Plus personne ne veut faire confiance à Ben Bernanke ou à Barack Obama pour renouer avec une croissance saine sur le long terme. Ni « l’opération Twist » du président de la Fed (conversion des bons du Trésor américain à court terme en bons du Trésor à long terme pour un montant de 400 milliards de dollars), ni le plan d’aide à l’emploi de 447 milliards de dollars présenté par le président ne pourront arrêter la descente aux enfers.

En voulant toujours venir en aide aux ménages américains qui ne peuvent rembourser leur prêt immobilier, le duo est en train de faire replonger la planète dans la récession.

Alors que les marchés d’actions replongent, une bulle enfle dangereusement sur le marché immobilier parisien. Devrons-nous aussi aider ces ménages français imprudents quand la bulle éclatera ? La question mérite d’être posée, alors que le sujet n’est même pas évoqué dans nos médias soviétisés.

Il faut laisser l’aléa moral jouer son rôle de purge du marché.

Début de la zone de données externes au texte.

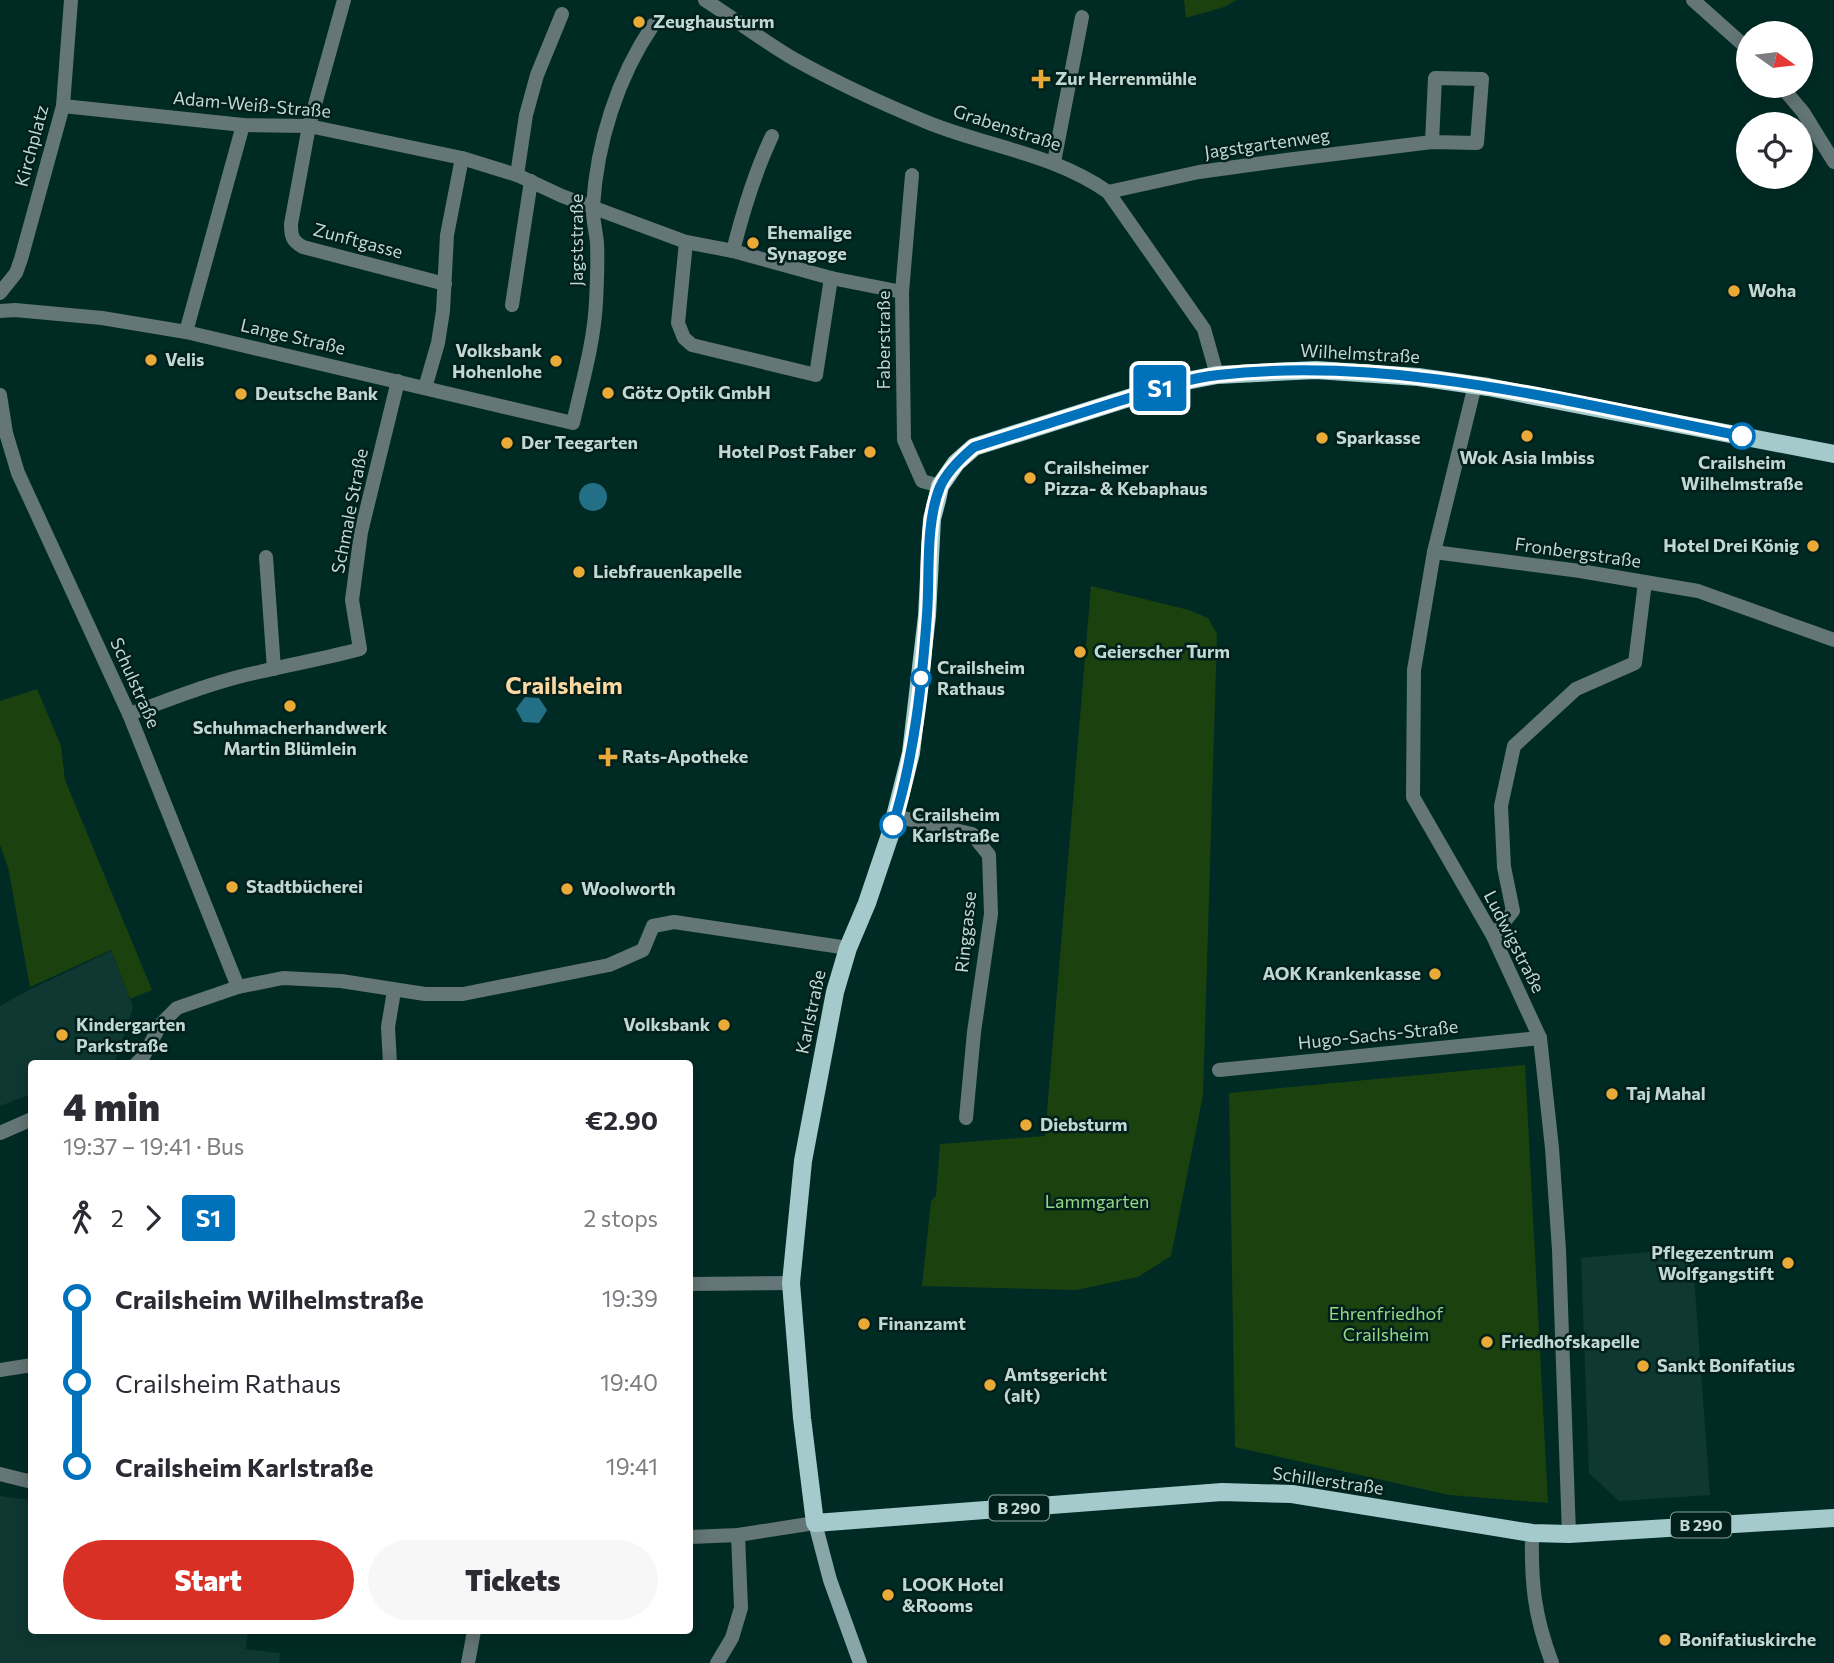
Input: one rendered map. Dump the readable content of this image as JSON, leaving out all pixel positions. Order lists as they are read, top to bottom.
{
  "streets": {
    "main road": [
      "Wilhelmstraße",
      "Karlstraße",
      "Schillerstraße",
      "B 290"
    ],
    "street": [
      "Adam-Weiß-Straße",
      "Grabenstraße",
      "Jagstgartenweg",
      "Kirchplatz",
      "Jagststraße",
      "Zunftgasse",
      "Lange Straße",
      "Faberstraße",
      "Schmale Straße",
      "Fronbergstraße",
      "Schulstraße",
      "Ringgasse",
      "Ludwigstraße",
      "Hugo-Sachs-Straße"
    ]
  },
  "crossings": [
    ["Adam-Weiß-Straße", "Kirchplatz"],
    ["Adam-Weiß-Straße", "Jagststraße"],
    ["Adam-Weiß-Straße", "Zunftgasse"],
    ["Adam-Weiß-Straße", "Faberstraße"],
    ["Grabenstraße", "Jagstgartenweg"],
    ["Grabenstraße", "Wilhelmstraße"],
    ["Jagststraße", "Lange Straße"],
    ["Lange Straße", "Schmale Straße"],
    ["Faberstraße", "Wilhelmstraße"],
    ["Wilhelmstraße", "Ludwigstraße"],
    ["Wilhelmstraße", "Karlstraße"],
    ["Fronbergstraße", "Ludwigstraße"],
    ["Ringgasse", "Karlstraße"],
    ["Ludwigstraße", "Hugo-Sachs-Straße"],
    ["Ludwigstraße", "Schillerstraße"],
    ["Karlstraße", "Schillerstraße"]
  ],
  "districts": ["Crailsheim"],
  "parks": ["Lammgarten", "Ehrenfriedhof Crailsheim"],
  "places": {
    "other": [
      "Zeughausturm",
      "Ehemalige Synagoge",
      "Woha",
      "Velis",
      "Volksbank Hohenlohe",
      "Götz Optik GmbH",
      "Deutsche Bank",
      "Wok Asia Imbiss",
      "Crailsheim Wilhelmstraße",
      "Sparkasse",
      "Der Teegarten",
      "Hotel Post Faber",
      "Crailsheimer Pizza- & Kebaphaus",
      "Hotel Drei König",
      "Liebfrauenkapelle",
      "Geierscher Turm",
      "Crailsheim Rathaus",
      "Schuhmacherhandwerk Martin Blümlein",
      "Crailsheim Karlstraße",
      "Stadtbücherei",
      "Woolworth",
      "AOK Krankenkasse",
      "Volksbank",
      "Kindergarten Parkstraße",
      "Taj Mahal",
      "Diebsturm",
      "Pflegezentrum Wolfgangstift",
      "Finanzamt",
      "Friedhofskapelle",
      "Sankt Bonifatius",
      "Amtsgericht (alt)",
      "LOOK Hotel &Rooms",
      "Bonifatiuskirche"
    ],
    "health": ["Zur Herrenmühle", "Rats-Apotheke"]
  },
  "lines": ["bus line S1"],
  "north": "right",
  "page": {
    "on_map": "S1",
    "heading": ["4 min", "19:37 – 19:41 · Bus", "€2.90"],
    "legs": ["2", "S1", "2 stops"],
    "list": [
      {
        "name": "Crailsheim Wilhelmstraße",
        "value": "19:39"
      },
      {
        "name": "Crailsheim Rathaus",
        "value": "19:40"
      },
      {
        "name": "Crailsheim Karlstraße",
        "value": "19:41"
      }
    ],
    "buttons": ["Start", "Tickets"]
  }
}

Les néo-keynésiens ne sont que des apprentis sorciers, quand ils veulent empêcher ce phénomène naturel de se produire. À vouloir toujours corriger le marché de la monnaie, qui n’est, après tout, qu’un marché ordinaire, où devraient s’équilibrer l’offre et la demande de monnaie à travers un taux d’intérêt naturel, les manipulateurs ont détruit tout espoir d’un retour à une croissance saine.

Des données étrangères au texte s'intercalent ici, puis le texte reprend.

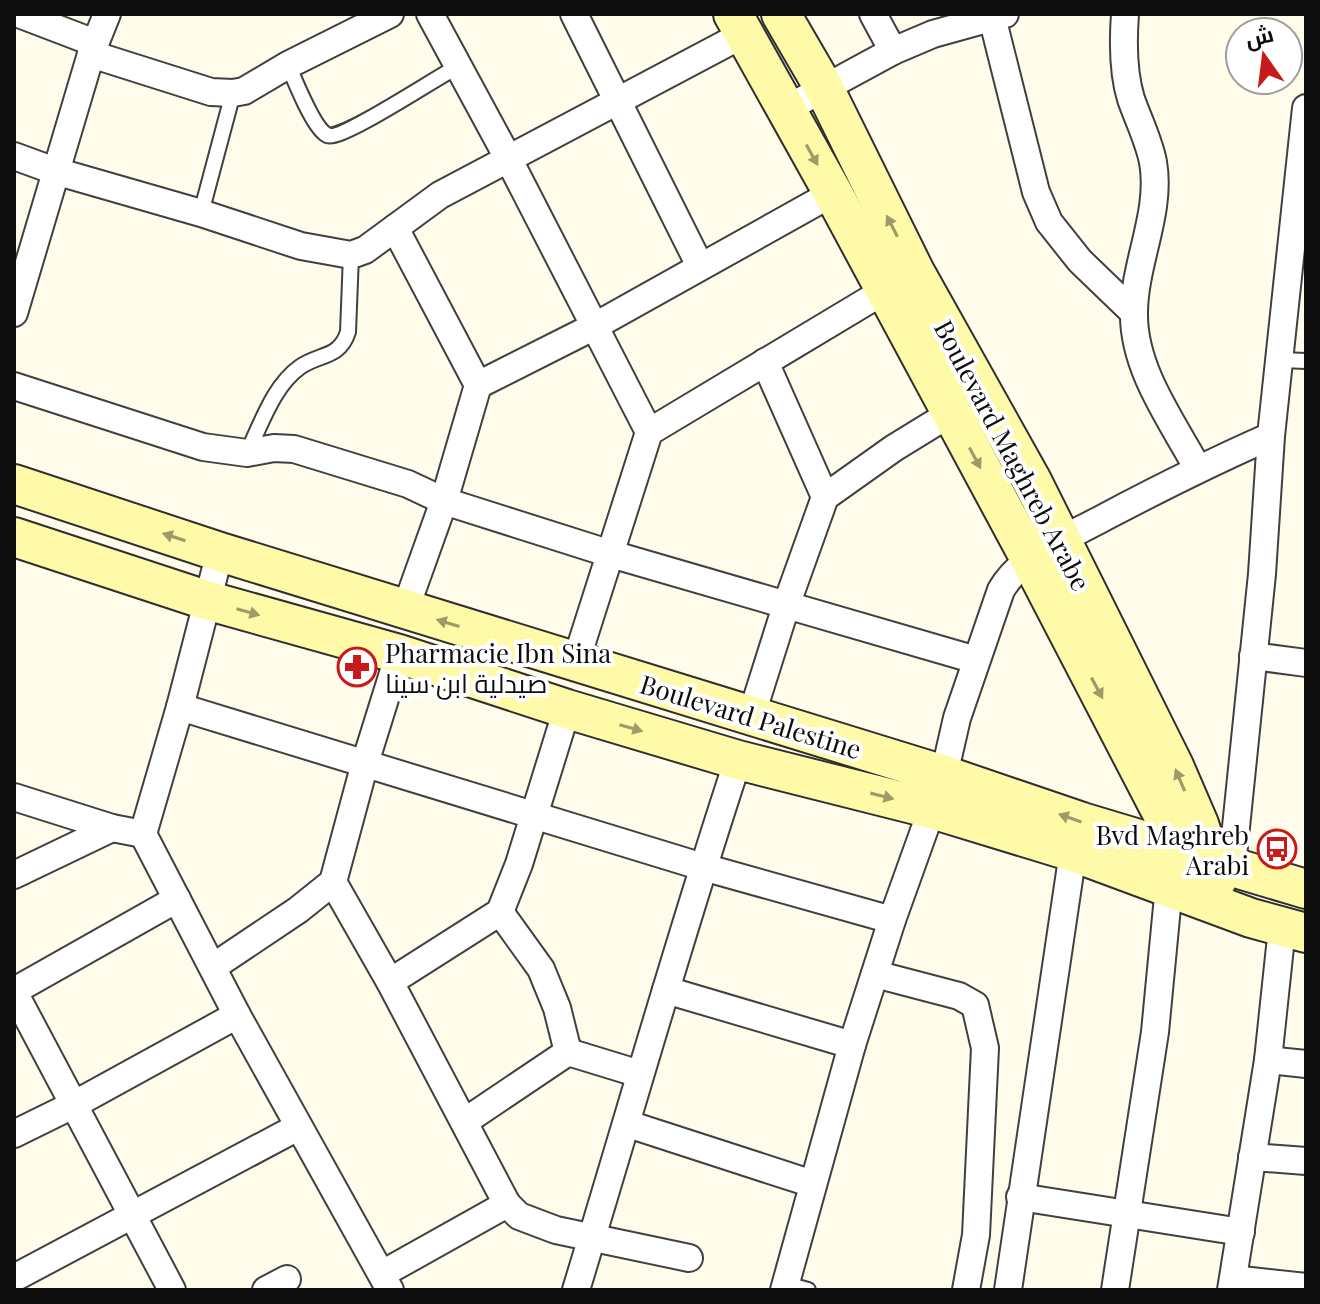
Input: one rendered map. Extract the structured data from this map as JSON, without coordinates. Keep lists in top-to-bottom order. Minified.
{"streets":{"street":["Boulevard Maghreb Arabe","Boulevard Palestine"]},"crossings":[["Boulevard Maghreb Arabe","Boulevard Palestine"]],"places":{"pharmacy":["Pharmacie Ibn Sina صيدلية ابن سينا"],"bus stop":["Bvd Maghreb Arabi"]},"north":"top"}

Le ver était dans le fruit depuis 1978 avec l’adoption, par le congrès américain, du Hum­phrey-Hawkins Act qui prévoyait la quadrature du cercle en confiant à la Fed deux objectifs contradictoires : un taux de chômage et une inflation inférieurs à 3 %.

Côté européen, il se pourrait que les grandes banques françaises qui recherchent désespérément des liquidités auprès des pétro-monarchies du Golfe, après que Bernanke leur a fermé l’accès au guichet du « primary market », soient acculées à la faillite. Il ne resterait alors, pour éviter une implosion de l’euro, qu’une nationalisation partielle ou totale de ces banques par le gouvernement français ou une recapitalisation massive avec l’aide de la BCE.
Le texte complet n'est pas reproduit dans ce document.